START Dataset content

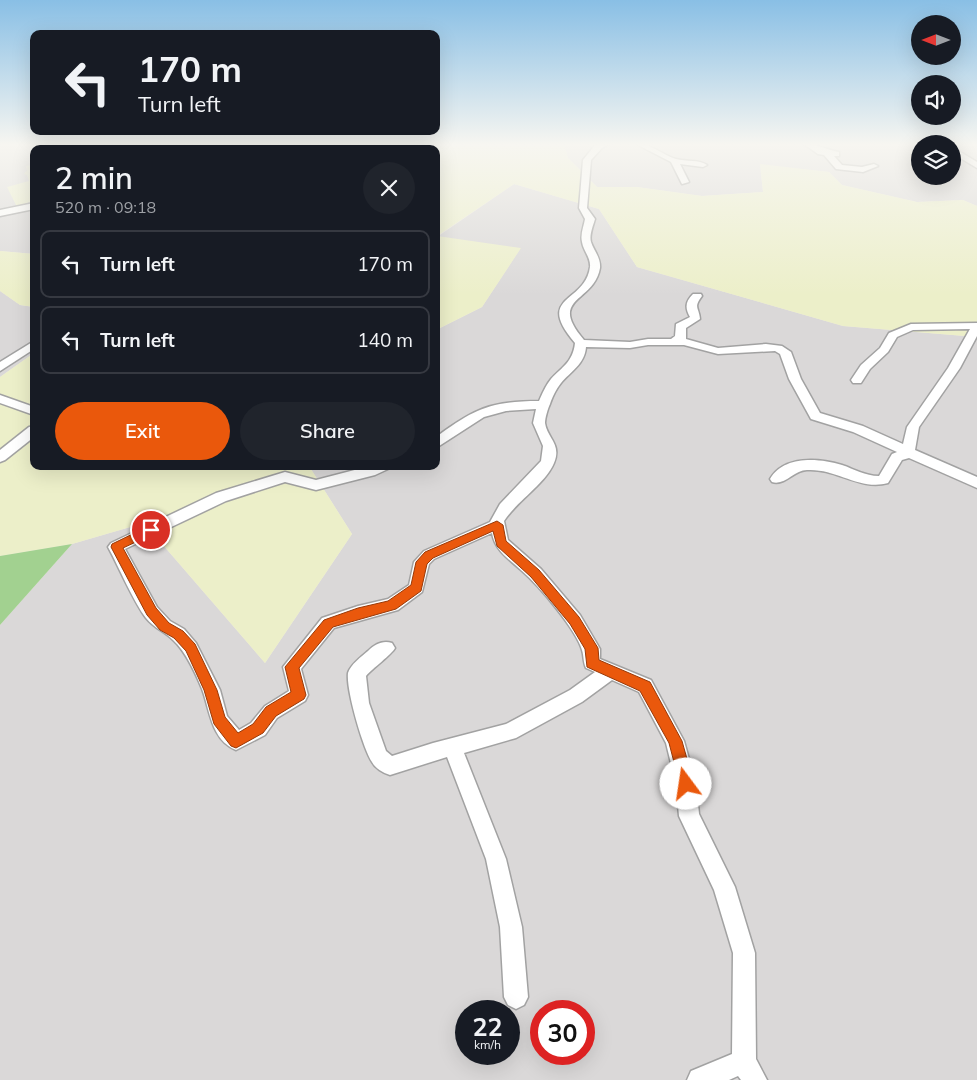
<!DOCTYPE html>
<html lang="en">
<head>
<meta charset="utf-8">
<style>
	body { margin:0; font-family:Mulish,sans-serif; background:#20242c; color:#f1f3f6; height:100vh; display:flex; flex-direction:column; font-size:19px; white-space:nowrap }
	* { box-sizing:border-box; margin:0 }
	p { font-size:16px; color:#9ea1a6 }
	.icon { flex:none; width:28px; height:28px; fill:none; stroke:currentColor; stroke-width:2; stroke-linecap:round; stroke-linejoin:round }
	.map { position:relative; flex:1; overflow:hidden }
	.sheet { position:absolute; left:30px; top:145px; width:410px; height:325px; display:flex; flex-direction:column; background:#171b24; border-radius:10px; box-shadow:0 5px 20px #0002 }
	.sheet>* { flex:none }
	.top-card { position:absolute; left:30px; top:30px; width:410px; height:105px; border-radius:10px; box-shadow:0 5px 20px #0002; background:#171b24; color:#f1f3f6; overflow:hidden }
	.needle { width:32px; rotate:270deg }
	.tools { position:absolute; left:911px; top:15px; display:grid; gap:10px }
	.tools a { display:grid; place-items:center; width:50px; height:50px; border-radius:50%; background:#171b24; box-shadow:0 5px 20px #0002; font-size:25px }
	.speed { position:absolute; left:455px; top:1000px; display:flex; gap:10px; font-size:25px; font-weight:700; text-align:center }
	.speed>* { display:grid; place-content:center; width:65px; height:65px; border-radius:50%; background:#171b24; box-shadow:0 5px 20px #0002; line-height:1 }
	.speed small { font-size:12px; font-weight:400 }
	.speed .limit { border:8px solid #d22; background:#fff; color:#111 }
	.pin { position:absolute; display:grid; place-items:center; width:42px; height:42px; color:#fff; margin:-21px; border:2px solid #fff; border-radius:50%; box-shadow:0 1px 5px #0007 }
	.me { position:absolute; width:55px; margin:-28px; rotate:346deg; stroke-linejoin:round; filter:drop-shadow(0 0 4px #0008) }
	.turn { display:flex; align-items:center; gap:18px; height:105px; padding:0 25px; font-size:22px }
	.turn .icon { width:65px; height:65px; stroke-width:2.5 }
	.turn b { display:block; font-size:35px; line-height:42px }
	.round { display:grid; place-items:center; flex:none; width:52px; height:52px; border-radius:26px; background:#20242c }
	.summary { display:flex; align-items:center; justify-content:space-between; height:85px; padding:0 25px }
	h1 { font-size:30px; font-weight:600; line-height:38px }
	.cta { display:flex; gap:10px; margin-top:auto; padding:10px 25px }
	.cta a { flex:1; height:58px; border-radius:30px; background:#ea580c; color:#fff; font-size:20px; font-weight:600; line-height:58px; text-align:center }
	.cta a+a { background:#20242c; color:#f1f3f6 }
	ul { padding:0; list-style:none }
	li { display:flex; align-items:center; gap:15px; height:68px; margin:0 10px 8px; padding:0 15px; border:2px solid #363941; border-radius:10px }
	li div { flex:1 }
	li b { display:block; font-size:19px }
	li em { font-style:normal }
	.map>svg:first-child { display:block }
	.residential { fill:#dad8d8; fill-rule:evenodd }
	.farmland { fill:#ecefc9 }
	.forest { fill:#a2d190 }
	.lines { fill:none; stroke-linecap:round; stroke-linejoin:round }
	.street-casing { stroke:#a2a2a2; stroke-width:3 }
	.street { fill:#fff; fill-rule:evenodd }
	.route { fill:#ea580c; stroke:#983908 }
</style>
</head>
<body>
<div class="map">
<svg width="977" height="1080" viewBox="0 0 977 1080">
	<rect width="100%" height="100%" fill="#eeeae0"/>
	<!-- residential -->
	<g class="residential">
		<path d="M0 144H96L62 149H34V165L26 166 29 180 17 206 34 200V254L0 251Z"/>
		<path d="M194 144H304L303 149H192Z"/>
		<path d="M564 144H977V206L963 200 917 202 842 185 829 172 760 165 763 192 702 196 637 187H597L568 158ZM920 144H952V176H920Z"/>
		<path d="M514 184 599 209 637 267 843 326 977 337V1080H0V625L72 544 144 523 265 663 352 534 309 466H436V330L482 307 520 249 437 237ZM466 1011H509V1054H466ZM541 1011H584V1054H541Z"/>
		<path d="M0 291 20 305 34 307V353L0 377Z"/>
	</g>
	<!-- farmland -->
	<g class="farmland">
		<path d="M96 144H194L192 149H62Z"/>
		<path d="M304 144H564L568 158 597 187H637L702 196 763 192 760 164 829 172 842 185 917 202 963 200 977 206V337L843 326 637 267 599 209 514 184 437 236 521 248 482 307 436 330V149H303Z"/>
		<path d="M34 165V200L17 207 7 187 29 181 27 175 24 174 28 169 26 166Z"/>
		<path d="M0 251 34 254V307L20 305 0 291Z"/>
		<path d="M34 353V466H309L352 534 265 663 144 523 72 544 0 556V377Z"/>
	</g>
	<!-- forest -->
	<path class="forest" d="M72 544 0 625V556Z"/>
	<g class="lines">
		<!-- street casing -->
		<g class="street-casing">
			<g id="street">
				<path d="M190 144H198L196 149H188Z"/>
				<path d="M596 144H609L602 148 591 160 587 208 595 219C593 226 589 235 591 242 594 251 601 258 600 268 594 303 547 297 584 340L630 342 648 339H671L675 336 676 324 690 317C685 308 685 302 693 294H701L702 296C693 308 699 307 700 319L686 328V339L718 348 766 344 782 346 791 352 801 379 820 413 863 426 903 444 907 427 948 368 970 329 913 330 897 337 888 352 870 369 861 383H853L851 380 861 365 880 348 889 333 911 324 977 323V336L960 368 919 427 915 450 977 477V488L909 458 902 460 888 483C860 491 836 468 807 470 794 470 785 486 772 482L770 479C784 455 819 458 842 465 854 469 865 476 879 476L892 454 897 452 853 432 811 419 789 379 780 354 775 351 718 354 684 345H648L630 348 586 347C585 364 570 372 561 383 556 389 552 398 550 404 548 408 545 418 545 423 547 438 562 444 554 463 546 483 517 501 504 521L508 540 541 569 580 615 600 649V659L651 680 684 741 696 784 699 814 735 887 755 953 756 1059 767 1080H741L738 1076 729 1080H687L691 1071 732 1054 733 953 714 890 679 816 676 784 666 743 639 692 612 680 582 702 516 738 464 753 506 859 522 927 528 997 524 1005 516 1009 508 1005 504 997 500 927 486 859 447 757 390 775C383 773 375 768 372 762 363 748 346 690 348 673 350 665 362 656 368 651 375 644 383 640 392 643L395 648C392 654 372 669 366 676L369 703 386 751 392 756 433 743 506 724 570 690 595 672 586 668C583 662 584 656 582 650 576 629 539 586 522 571 510 560 495 551 492 533L434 559 429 564 422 592 398 610 334 628 301 669 308 695 305 701 277 718 265 735 236 750C211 740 210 710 202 689 195 672 186 652 173 640 164 631 155 629 146 618 133 601 119 567 108 547L111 543 216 493 285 472 316 480 370 466H390L388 469 375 475 316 490 285 482 226 501 125 549 157 607 170 621 184 629 196 643 220 690 227 716 239 730 251 723 265 706 289 691 283 667 322 618 358 606 388 599 409 585 414 562 424 551 490 522 500 504 541 461 543 446 533 423 536 409 506 411 484 417 436 448V437C474 409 490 401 539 401 542 394 546 385 551 379 562 367 573 362 575 343 534 295 585 304 590 267 591 258 583 250 582 242 580 234 584 226 585 219L579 208 583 160Z"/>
				<path d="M636 144C651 143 662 155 676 159 686 162 699 159 707 165L703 167 680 164 689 182 682 184 671 162Z"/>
				<path d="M804 144C813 143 828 150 839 152V156H834L842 165 862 167 874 164 878 166 863 172 836 169 824 155 818 154Z"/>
				<path d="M952 147 977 162V168L952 153Z"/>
				<path d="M34 203V209L0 216V210Z"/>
				<path d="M34 341V349L0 371V362Z"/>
				<path d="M0 395 34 407V415L0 403Z"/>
				<path d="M34 426V437L5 460 0 462V450L29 427Z"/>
			</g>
		</g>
		<!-- street -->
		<use href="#street" class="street"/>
	</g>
	<!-- sky -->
	<linearGradient id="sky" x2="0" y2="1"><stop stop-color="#89bfe5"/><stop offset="0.49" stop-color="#f7f6f1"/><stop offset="1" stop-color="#f7f6f1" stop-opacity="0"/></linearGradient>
	<rect width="977" height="295" fill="url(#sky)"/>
	<!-- route -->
	<path class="route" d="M497 521 503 525 506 541 539 570 579 617 598 648 599 660 650 682 682 741 694 784 692 789 686 791 681 789 669 743 640 691 587 667 585 649 570 624 531 577 497 546 493 531 433 558 427 564 421 591 396 609 333 627 299 668 306 695 304 699 276 716 263 733 236 748 231 746 214 724 204 690 186 651 174 638 160 630 147 615 111 547 112 544 147 527H155L157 530 155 533 123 548 156 608 169 623 183 631 195 644 217 690 225 717 238 733 253 724 266 707 291 692 285 667 324 620 358 608 388 601 411 585 416 562 425 552Z"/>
</svg>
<div class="tools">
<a><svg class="needle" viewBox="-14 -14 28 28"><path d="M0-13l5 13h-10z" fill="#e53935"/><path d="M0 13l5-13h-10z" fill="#9ea1a6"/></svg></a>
<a><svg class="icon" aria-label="sound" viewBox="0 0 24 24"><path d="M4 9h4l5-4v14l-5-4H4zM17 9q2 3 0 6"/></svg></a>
<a><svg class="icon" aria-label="layers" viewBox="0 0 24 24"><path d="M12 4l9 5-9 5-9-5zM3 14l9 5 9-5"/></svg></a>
</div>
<div class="speed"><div>22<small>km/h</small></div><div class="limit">30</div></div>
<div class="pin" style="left:151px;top:530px;background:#d93025"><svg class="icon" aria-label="arrive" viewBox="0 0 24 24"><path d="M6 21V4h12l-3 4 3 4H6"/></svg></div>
<svg class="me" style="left:686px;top:784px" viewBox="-20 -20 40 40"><circle r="19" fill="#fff"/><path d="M0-13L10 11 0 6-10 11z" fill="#ea580c"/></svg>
<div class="top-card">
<div class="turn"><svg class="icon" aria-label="left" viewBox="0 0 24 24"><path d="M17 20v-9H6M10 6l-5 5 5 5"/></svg><div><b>170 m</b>Turn left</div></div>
</div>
<section class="sheet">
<div class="summary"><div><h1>2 min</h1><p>520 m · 09:18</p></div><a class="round"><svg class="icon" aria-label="close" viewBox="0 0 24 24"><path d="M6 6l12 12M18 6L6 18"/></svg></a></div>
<ul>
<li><svg class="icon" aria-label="left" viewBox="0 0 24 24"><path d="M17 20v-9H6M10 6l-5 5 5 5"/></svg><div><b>Turn left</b></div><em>170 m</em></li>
<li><svg class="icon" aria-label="left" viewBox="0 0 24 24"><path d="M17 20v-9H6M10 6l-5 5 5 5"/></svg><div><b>Turn left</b></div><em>140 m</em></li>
</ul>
<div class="cta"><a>Exit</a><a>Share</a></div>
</section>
</div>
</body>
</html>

END Dataset content

Transcribe the records above from the line holding "position:absolute; left:455px; top:1000px;" down to the line holding "display:grid; place-content:center; width:65px;", inclusive, without adding anything.

* _Written response_
	.speed { position:absolute; left:455px; top:1000px; display:flex; gap:10px; font-size:25px; font-weight:700; text-align:center }
	.speed>* { display:grid; place-content:center; width:65px; height:65px; border-radius:50%; background:#171b24; box-shadow:0 5px 20px #0002; line-height:1 }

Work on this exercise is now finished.